Solid expansion The expansion of a solid when heated is small. A metre rule may expands by 1 – 2 mm when heated. Through small, this expansion can create a very large force if it is restrained. Railway tracks expand during a hot day. If the tracks are not designed for the expansion, the entire track may bend out of shape during expansion. However, the expansion of solid may also be put into good use. Two pieces of different metals with different expansion coefficients may be bound together. When temperature changes, the two metals expands differently. This causes the strip to bend according to the temperature. This bimetallic strip may be used to open and close an electric circuit to control temperature.

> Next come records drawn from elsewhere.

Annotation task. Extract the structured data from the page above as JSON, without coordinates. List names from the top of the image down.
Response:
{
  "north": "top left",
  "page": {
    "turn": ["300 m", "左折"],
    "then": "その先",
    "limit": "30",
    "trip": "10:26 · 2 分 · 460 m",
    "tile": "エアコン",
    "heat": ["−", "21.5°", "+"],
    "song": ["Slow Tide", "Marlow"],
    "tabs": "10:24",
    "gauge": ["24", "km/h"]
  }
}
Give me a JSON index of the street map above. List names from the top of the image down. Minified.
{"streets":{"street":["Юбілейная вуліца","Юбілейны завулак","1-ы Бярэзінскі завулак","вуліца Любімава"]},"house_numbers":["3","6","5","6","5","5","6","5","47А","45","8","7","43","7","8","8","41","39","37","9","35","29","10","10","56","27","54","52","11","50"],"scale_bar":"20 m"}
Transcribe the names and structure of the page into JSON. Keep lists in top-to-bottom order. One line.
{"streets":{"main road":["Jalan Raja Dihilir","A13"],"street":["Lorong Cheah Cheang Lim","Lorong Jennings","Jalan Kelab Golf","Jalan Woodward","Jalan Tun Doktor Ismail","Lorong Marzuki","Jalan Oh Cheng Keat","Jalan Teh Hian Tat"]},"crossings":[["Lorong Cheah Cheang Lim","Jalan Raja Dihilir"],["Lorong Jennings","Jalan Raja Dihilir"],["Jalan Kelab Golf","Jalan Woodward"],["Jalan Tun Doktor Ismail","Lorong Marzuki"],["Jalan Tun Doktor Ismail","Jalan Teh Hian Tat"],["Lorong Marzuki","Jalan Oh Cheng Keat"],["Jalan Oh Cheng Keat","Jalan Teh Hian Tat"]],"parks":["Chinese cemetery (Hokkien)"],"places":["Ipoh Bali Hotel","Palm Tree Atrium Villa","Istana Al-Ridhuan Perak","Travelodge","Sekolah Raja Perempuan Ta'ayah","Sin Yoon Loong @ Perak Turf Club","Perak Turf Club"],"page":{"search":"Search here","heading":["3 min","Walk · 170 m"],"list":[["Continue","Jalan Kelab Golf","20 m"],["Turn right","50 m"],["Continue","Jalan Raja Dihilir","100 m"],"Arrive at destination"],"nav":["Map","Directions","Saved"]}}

Liquid expansion Liquid also expands for the same reason. However, since liquid particles are usually less tightly bound to each other molecules, they generally move further than solid particles when heated. Hence, liquid expands more than solid if the temperature rise is the same. This expansion of liquid may be used in a liquid-in-glass thermometer. The volume increase of alcohol or mercury may be calibrated to provide a temperature reading since the expansion is almost directly proportional to the temperature rise.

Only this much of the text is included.